WORK TO BE COMPLETED:
In the entries that follow, find the word "data" and report each line it is on.
====
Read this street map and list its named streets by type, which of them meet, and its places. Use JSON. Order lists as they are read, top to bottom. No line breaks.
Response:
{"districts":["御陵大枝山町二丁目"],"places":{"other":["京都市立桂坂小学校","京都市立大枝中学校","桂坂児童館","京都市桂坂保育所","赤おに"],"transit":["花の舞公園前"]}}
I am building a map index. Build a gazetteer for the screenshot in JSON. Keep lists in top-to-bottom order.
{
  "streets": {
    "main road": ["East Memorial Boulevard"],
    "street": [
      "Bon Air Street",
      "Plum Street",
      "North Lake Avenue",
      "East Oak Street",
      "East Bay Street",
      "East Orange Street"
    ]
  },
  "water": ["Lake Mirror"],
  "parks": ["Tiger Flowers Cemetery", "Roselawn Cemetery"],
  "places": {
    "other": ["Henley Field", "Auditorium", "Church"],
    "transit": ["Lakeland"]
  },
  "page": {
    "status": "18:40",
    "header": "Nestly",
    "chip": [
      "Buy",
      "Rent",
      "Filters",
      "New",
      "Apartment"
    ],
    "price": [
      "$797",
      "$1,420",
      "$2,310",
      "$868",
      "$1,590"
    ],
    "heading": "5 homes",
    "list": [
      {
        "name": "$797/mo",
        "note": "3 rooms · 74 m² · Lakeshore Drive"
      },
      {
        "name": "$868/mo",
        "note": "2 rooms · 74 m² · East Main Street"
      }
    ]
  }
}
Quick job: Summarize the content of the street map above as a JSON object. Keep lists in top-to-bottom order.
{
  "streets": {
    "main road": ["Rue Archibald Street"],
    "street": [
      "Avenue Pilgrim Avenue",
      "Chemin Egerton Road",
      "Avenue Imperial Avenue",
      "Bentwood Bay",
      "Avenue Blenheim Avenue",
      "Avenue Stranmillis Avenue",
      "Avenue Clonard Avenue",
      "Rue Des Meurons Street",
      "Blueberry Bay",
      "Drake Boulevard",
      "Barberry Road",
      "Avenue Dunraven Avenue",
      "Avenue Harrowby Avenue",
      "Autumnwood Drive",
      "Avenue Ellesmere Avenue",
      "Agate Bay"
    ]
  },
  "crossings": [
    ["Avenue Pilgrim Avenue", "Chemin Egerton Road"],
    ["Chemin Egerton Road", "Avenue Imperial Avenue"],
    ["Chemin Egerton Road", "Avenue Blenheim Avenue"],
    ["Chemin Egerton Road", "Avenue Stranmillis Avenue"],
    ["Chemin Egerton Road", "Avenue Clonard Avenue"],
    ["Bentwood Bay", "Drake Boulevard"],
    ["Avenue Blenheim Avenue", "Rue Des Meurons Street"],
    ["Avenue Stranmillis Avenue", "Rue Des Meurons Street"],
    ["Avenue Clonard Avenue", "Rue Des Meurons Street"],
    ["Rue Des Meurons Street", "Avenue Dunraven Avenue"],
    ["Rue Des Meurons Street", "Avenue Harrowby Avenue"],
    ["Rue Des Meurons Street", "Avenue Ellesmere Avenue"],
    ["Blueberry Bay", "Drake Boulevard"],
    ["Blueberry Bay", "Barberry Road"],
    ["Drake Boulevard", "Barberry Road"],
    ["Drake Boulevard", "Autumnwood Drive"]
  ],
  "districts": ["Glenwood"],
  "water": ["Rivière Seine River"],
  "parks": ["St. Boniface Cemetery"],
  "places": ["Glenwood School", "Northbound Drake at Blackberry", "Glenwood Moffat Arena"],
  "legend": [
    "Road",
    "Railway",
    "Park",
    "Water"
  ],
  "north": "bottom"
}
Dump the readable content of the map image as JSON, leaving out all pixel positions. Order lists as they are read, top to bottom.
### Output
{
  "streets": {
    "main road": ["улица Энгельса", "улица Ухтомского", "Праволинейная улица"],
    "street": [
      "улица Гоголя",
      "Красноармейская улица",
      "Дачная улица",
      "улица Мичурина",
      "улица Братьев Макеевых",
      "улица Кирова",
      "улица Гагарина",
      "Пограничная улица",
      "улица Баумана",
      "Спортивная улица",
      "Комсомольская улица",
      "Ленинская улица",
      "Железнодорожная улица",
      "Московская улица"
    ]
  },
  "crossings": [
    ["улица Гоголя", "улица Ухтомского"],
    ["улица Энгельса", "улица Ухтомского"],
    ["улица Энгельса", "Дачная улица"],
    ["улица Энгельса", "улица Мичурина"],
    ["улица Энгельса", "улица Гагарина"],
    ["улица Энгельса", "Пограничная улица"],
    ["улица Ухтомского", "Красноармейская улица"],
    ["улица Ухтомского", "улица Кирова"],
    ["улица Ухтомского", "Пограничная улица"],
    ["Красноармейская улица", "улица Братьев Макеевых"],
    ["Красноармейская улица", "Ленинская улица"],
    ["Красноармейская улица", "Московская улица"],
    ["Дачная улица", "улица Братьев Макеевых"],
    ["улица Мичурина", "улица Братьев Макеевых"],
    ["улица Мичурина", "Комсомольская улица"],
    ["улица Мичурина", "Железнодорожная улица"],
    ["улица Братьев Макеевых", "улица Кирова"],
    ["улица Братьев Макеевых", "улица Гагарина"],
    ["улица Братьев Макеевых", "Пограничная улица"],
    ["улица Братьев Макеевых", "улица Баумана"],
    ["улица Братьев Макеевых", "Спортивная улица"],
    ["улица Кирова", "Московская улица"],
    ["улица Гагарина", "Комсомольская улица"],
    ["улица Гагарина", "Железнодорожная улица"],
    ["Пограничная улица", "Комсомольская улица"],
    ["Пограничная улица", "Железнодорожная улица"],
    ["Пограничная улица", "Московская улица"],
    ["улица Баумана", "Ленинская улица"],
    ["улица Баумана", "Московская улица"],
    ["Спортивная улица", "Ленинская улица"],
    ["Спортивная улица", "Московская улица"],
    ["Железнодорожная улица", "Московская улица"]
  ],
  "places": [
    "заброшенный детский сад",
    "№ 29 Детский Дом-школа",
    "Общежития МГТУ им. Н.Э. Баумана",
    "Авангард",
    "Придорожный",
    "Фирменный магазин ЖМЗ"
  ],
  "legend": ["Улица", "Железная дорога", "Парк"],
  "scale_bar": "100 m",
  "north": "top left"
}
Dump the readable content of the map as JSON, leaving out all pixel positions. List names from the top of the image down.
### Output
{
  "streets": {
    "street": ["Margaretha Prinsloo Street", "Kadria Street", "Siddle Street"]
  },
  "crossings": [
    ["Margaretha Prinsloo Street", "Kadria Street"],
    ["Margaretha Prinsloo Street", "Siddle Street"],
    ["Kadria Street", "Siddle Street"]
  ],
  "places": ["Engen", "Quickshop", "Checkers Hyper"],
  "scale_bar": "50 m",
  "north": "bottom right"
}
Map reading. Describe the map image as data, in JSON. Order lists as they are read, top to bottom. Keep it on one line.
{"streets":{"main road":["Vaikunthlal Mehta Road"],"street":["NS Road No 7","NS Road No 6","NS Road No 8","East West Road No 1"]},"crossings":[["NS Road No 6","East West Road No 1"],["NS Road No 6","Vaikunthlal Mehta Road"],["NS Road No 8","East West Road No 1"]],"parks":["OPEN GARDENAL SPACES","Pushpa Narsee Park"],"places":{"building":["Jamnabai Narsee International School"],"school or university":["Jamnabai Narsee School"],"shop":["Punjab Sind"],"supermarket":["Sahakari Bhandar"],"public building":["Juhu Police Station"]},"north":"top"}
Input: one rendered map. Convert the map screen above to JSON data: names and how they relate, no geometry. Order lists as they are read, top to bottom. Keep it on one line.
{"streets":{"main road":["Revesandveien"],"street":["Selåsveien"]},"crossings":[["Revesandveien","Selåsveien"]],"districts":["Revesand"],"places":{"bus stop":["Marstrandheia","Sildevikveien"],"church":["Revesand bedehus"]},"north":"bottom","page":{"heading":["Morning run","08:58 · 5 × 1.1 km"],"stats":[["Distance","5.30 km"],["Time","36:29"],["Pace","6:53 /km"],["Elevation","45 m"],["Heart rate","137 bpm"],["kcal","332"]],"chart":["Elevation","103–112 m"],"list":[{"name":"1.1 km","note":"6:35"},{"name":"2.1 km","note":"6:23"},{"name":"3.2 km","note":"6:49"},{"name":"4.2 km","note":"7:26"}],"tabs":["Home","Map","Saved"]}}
====
TASK RESULT:
Map reading. Describe the map image as data, in JSON. Order lists as they are read, top to bottom. Keep it on one line.
Input: one rendered map. Convert the map screen above to JSON data: names and how they relate, no geometry. Order lists as they are read, top to bottom. Keep it on one line.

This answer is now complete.